### What needs to be done:
For every line in the entries that contains "Temple", show the whole line.

### Material provided:
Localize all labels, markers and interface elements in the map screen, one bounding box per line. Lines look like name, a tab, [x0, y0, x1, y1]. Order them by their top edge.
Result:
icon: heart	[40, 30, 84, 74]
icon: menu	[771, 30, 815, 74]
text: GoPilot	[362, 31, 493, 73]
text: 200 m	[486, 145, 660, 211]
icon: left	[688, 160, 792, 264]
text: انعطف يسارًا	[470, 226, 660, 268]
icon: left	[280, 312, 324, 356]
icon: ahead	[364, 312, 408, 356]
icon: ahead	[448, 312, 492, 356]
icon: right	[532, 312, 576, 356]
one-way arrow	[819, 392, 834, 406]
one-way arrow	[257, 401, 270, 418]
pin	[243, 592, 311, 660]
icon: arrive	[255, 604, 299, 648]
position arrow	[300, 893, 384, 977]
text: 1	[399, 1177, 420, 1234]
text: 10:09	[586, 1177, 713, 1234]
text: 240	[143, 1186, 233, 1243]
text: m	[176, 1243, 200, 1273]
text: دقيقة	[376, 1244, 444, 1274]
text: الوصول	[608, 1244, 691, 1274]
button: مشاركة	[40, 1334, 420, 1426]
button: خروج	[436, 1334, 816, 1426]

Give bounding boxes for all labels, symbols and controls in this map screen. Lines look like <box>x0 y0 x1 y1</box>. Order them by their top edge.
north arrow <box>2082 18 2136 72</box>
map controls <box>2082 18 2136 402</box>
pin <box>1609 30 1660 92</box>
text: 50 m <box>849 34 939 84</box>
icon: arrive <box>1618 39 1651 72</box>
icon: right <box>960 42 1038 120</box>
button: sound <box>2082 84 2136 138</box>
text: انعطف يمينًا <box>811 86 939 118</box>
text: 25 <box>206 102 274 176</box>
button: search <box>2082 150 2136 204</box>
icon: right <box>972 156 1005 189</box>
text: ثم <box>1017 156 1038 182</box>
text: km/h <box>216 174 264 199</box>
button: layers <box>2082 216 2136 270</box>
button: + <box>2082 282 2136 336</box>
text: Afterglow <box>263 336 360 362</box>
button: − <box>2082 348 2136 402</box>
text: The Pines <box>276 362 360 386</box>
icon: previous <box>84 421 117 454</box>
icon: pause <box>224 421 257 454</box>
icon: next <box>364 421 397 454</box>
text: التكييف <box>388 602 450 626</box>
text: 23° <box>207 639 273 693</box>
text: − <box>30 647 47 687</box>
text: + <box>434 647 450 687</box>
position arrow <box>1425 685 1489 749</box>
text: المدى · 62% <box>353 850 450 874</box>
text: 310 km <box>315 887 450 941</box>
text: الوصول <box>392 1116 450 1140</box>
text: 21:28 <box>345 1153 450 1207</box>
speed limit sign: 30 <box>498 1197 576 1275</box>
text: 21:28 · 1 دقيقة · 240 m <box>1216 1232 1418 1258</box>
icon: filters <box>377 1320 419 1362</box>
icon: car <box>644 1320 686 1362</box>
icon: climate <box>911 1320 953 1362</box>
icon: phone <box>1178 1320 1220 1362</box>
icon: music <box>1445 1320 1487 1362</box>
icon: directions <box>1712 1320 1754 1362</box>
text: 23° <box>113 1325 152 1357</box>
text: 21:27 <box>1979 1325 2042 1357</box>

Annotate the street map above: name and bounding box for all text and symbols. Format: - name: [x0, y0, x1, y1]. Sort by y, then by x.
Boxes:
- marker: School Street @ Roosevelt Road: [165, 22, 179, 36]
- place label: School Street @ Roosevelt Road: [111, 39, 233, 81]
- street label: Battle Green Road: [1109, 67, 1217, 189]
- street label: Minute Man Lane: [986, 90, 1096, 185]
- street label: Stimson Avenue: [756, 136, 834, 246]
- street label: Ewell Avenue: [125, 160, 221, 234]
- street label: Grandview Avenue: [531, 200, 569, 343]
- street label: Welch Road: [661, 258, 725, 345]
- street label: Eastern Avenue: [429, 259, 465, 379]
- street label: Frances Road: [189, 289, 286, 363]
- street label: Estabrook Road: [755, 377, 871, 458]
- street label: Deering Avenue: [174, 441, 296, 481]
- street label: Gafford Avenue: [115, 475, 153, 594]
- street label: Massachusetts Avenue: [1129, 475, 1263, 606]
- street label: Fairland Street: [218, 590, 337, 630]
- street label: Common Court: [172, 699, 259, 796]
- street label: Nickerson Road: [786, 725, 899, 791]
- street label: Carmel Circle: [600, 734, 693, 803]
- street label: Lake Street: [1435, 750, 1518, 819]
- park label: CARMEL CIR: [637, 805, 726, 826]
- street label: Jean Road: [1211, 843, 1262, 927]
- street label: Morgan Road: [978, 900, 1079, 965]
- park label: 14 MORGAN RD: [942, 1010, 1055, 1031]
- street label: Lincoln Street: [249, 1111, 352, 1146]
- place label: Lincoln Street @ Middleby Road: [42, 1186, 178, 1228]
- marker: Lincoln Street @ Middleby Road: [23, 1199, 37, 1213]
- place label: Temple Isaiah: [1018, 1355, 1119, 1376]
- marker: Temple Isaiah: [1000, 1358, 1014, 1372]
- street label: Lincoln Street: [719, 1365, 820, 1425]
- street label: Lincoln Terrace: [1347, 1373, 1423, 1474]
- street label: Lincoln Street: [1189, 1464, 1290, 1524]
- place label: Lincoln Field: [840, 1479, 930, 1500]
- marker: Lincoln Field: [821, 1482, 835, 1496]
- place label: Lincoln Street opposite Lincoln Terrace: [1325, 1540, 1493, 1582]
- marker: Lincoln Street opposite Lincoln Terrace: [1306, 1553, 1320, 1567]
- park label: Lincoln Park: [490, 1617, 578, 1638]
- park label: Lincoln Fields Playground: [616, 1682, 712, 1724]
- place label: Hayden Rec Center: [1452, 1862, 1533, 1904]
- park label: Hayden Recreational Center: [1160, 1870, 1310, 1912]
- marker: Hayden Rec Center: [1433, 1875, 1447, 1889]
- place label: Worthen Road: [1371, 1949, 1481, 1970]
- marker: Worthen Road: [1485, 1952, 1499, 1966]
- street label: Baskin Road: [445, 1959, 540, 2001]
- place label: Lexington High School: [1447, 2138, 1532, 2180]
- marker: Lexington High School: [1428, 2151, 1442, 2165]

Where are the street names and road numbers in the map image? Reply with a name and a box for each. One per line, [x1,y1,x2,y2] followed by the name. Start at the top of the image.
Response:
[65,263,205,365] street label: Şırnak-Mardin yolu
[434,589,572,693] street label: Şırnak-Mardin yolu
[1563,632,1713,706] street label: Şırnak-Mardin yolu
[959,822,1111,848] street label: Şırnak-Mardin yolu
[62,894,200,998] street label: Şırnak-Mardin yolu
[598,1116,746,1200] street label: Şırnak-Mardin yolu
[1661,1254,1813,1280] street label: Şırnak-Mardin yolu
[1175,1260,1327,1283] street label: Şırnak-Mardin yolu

### Result below:
- place label: Temple Isaiah: [1018, 1355, 1119, 1376]
- marker: Temple Isaiah: [1000, 1358, 1014, 1372]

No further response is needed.